Comment 23 Adam Williamson 2012-11-16 00:51:35 UTC
oh, resync is in progress in both the f17 and f18 cases when partitioning happens, note.

Comment 24 Adam Williamson 2012-11-16 23:25:49 UTC
Further info asked for by dlehman: after the bug happens, manually running the wipefs command from ctrl-alt-f2 results in the same error. I'll attach the result of running 'ps aux' at that point.

I will wait out the resync process and see if the command succeeds after that.

Comment 25 Adam Williamson 2012-11-16 23:27:46 UTC
Created attachment 646653 [details]
ps aux output after the bug happens (and while the command is still erroring when run manually)

Comment 26 Adam Williamson 2012-11-17 02:05:30 UTC
after waiting out resync, wipefs still fails. and if I reboot and re-attempt the install, without resync happening at all during the install process, I still hit this tb.

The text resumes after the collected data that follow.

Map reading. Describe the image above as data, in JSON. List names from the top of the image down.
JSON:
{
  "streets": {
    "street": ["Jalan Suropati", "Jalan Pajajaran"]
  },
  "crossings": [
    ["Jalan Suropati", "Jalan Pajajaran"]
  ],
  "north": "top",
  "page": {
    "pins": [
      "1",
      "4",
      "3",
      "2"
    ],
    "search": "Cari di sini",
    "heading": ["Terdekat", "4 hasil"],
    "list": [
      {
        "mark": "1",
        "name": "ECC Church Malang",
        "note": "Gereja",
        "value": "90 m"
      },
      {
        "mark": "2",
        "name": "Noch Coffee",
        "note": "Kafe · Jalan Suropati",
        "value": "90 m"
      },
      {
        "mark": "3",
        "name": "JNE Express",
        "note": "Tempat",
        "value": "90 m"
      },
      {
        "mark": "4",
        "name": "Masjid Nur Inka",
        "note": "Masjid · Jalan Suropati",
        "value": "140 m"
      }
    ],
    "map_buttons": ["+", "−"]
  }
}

So it's not resync interfering, it's something else.

Comment 27 Adam Williamson 2012-11-17 02:57:38 UTC
This doesn't happen with a softraid install on the same system, btw. pretty different case, but we thought it might be useful data.

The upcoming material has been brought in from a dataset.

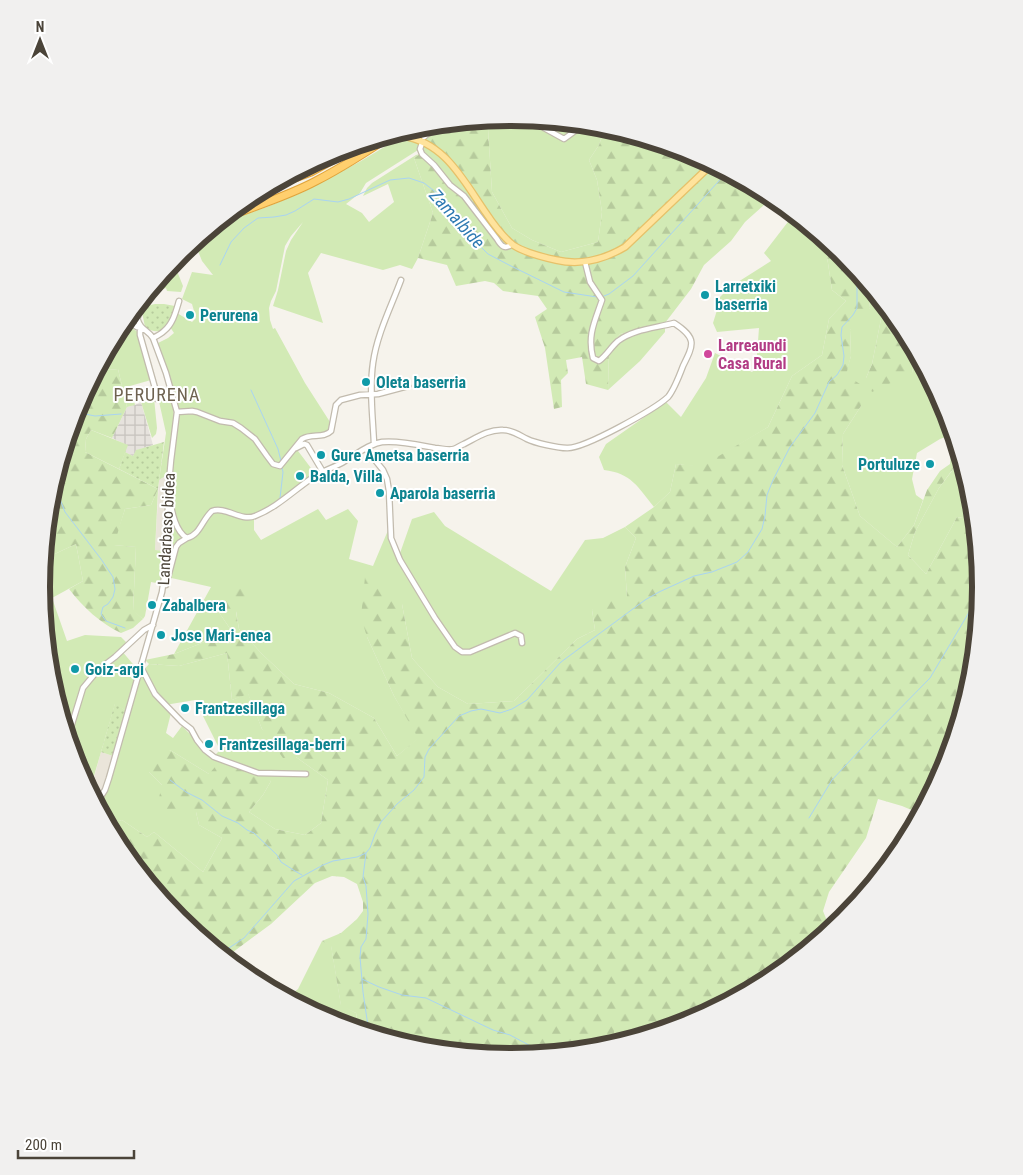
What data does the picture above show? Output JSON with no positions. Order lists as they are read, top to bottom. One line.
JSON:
{"streets":{"street":["Landarbaso bidea"]},"districts":["PERURENA"],"water":["Zamalbide"],"places":["Larretxiki baserria","Perurena","Larreaundi Casa Rural","Oleta baserria","Gure Ametsa baserria","Portuluze","Balda, Villa","Aparola baserria","Zabalbera","Jose Mari-enea","Goiz-argi","Frantzesillaga","Frantzesillaga-berri"],"scale_bar":"200 m","north":"top"}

Comment 28 Jes Sorensen 2012-11-19 10:10:06 UTC
Can you provide the output of /proc/mdstat?

Thanks,
Jes

Comment 29 Jes Sorensen 2012-11-19 10:12:26 UTC
In addition, please check that mdmon is indeed running:

ps aux | grep dmon 

Don't grep for mdmon as it may be @dmon if launched with --off-root

Jes

Comment 30 Jes Sorensen 2012-11-19 11:37:05 UTC
Adam,

When you say the array never had any data on it - do you mean it had never
been created as a RAID array and you just created the container in the BIOS,
or did you have the RAID-1 array already created?

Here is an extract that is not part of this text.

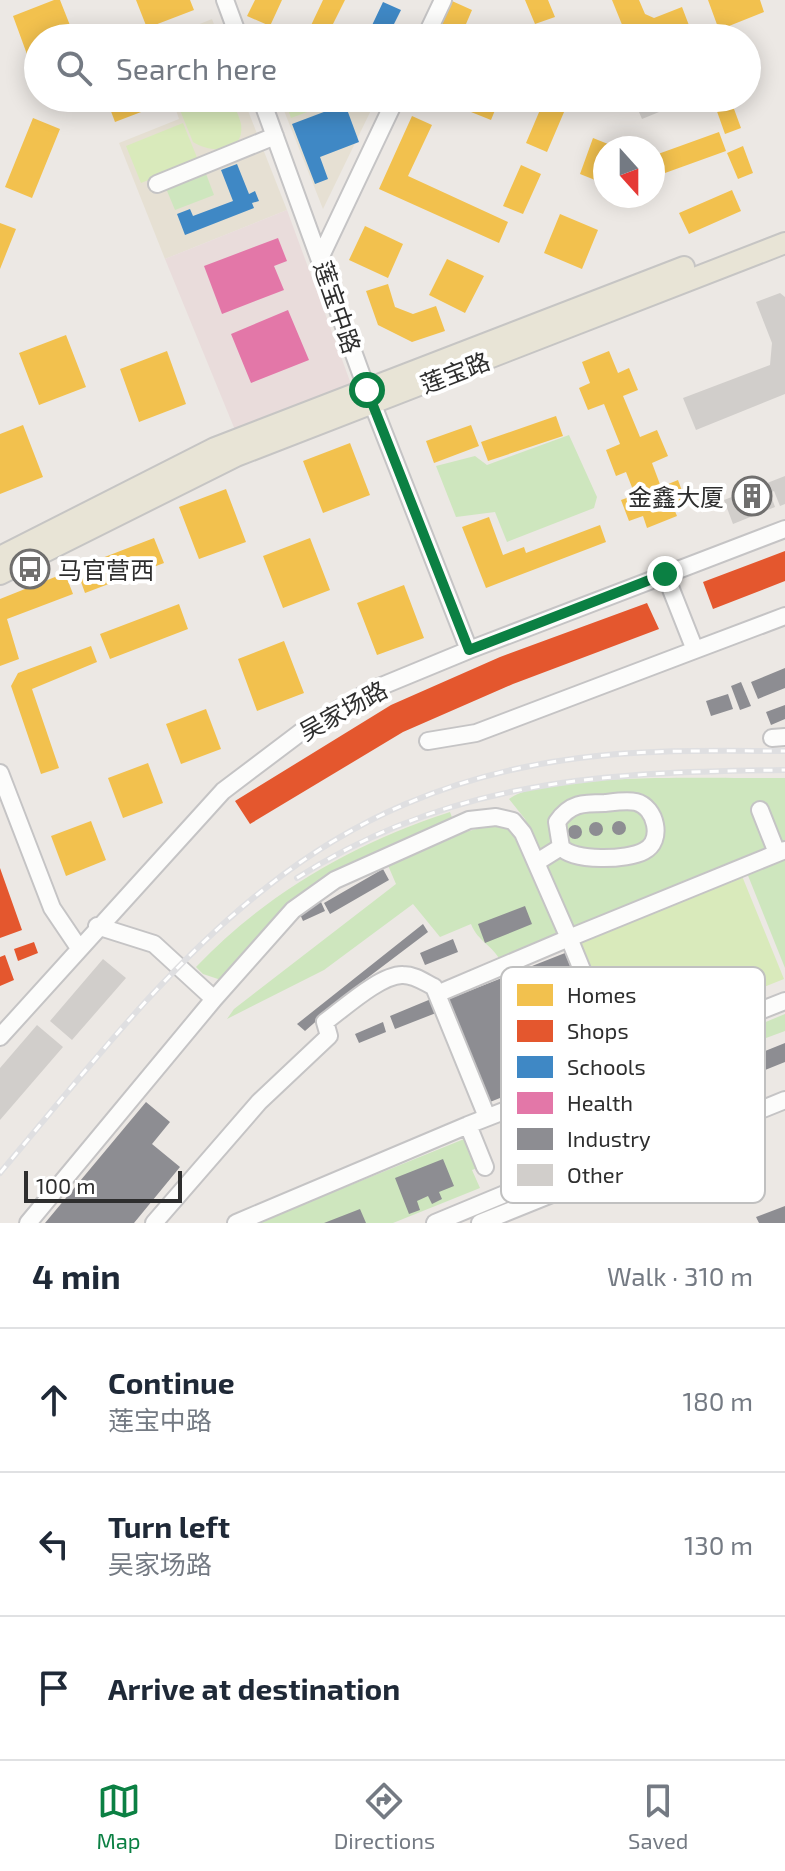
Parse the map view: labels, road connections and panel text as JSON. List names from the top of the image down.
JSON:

Testing with an IMSM setup here with two RAID-1 arrays on it, I don't see
the problem you report.

Jes

Comment 31 Jes Sorensen 2012-11-19 12:29:13 UTC
Note here it runs wipefs like this

wipefs -a /dev/md/IMSM00_0p3

Comment 32 Adam Williamson 2012-11-19 16:14:04 UTC
jes: happens either way, for me. but mostly I've been testing with a completely freshly created array - go into the Intel RAID bios, remove the existing array, reboot (probably not necessary but eh) create a new array, boot straight into the installer and try to install.

Comment 33 Adam Williamson 2012-11-19 16:15:06 UTC
jes: that's about the same - I believe the Volume0 / IMSM00 difference is just how our BIOSes by default name the created array. I could change mine to anything else at the creation step if I want to.

Comment 34 Adam Williamson 2012-11-19 16:38:04 UTC
Discussed at 2012-11-19 QA meeting, acting as a blocker review meeting. Rejected as a blocker on the basis that it's working for Jes - we're pretty generous with the RAID criteria for Beta, and read it more as 'it at least has to work for someone' than 'it must work for everyone'. This can be re-visited if we figure out what's going wrong in more detail and it looks serious. Accepted as NTH.

Comment 35 Jes Sorensen 2012-11-19 17:15:53 UTC
Adam: Ok, I'll try and blow away the arrays I have on this scratch box and
report back.

Comment 36 Jes Sorensen 2012-11-19 17:38:04 UTC
Adam: I still need your /proc/mdstat output from just after you get the error.

However I have a theory, which matches in my rather limited testing here.
If the array is clean, the installation process succeeds fine, if the array
is dirty and in the process of being resynchronized, wipefs fails for me.

Jes

Comment 37 Adam Williamson 2012-11-19 20:12:25 UTC
Nope. I already tested that, see above. I've tested running the wipefs command manually after resync completed, and also waiting for resync to complete, rebooting, verifying that resync was not running, and trying the install: I hit the bug, and manually running wipefs fails. See https://bugzilla.redhat.com/show_bug.cgi?id=876789#c26 . That was what I explicitly spent three hours testing that day.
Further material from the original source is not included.